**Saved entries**
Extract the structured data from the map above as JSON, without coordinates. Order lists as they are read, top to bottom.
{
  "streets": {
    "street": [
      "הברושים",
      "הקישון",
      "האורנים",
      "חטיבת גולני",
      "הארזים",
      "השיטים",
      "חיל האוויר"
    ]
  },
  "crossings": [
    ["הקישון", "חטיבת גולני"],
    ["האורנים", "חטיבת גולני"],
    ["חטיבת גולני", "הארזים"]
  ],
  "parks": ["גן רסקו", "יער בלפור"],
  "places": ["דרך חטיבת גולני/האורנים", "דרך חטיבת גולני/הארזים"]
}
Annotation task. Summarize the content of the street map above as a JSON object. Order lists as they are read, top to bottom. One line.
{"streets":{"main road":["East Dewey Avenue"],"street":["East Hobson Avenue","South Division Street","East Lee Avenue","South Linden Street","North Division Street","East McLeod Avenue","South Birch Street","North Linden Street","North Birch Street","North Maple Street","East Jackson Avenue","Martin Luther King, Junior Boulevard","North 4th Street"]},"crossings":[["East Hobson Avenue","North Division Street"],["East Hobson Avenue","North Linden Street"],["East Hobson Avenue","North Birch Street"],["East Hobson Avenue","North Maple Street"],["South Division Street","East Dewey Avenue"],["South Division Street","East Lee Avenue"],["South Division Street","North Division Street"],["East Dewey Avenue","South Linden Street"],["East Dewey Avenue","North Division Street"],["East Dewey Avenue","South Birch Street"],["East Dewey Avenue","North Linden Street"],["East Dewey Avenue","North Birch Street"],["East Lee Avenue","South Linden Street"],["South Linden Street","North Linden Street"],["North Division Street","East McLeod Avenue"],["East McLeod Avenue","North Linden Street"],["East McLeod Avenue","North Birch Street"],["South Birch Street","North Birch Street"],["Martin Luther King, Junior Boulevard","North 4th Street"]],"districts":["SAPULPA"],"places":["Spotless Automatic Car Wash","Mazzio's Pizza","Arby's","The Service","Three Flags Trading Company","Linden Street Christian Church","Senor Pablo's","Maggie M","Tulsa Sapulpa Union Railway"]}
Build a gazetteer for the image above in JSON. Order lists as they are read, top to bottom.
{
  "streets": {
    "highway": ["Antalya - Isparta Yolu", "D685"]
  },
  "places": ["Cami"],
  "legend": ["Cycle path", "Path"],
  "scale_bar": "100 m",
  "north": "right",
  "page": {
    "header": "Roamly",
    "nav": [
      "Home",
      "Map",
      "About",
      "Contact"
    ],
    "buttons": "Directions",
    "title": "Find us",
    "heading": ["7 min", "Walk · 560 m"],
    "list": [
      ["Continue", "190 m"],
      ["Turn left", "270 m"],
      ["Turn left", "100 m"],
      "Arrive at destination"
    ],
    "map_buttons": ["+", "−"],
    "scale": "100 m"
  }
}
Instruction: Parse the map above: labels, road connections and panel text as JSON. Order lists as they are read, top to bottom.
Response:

**Problem**
Print nothing but the lines from the line with "Build a gazetteer" to the last line of the records above. Both of those lines count.

**Task solution**
Build a gazetteer for the image above in JSON. Order lists as they are read, top to bottom.
{
  "streets": {
    "highway": ["Antalya - Isparta Yolu", "D685"]
  },
  "places": ["Cami"],
  "legend": ["Cycle path", "Path"],
  "scale_bar": "100 m",
  "north": "right",
  "page": {
    "header": "Roamly",
    "nav": [
      "Home",
      "Map",
      "About",
      "Contact"
    ],
    "buttons": "Directions",
    "title": "Find us",
    "heading": ["7 min", "Walk · 560 m"],
    "list": [
      ["Continue", "190 m"],
      ["Turn left", "270 m"],
      ["Turn left", "100 m"],
      "Arrive at destination"
    ],
    "map_buttons": ["+", "−"],
    "scale": "100 m"
  }
}
Instruction: Parse the map above: labels, road connections and panel text as JSON. Order lists as they are read, top to bottom.
Response:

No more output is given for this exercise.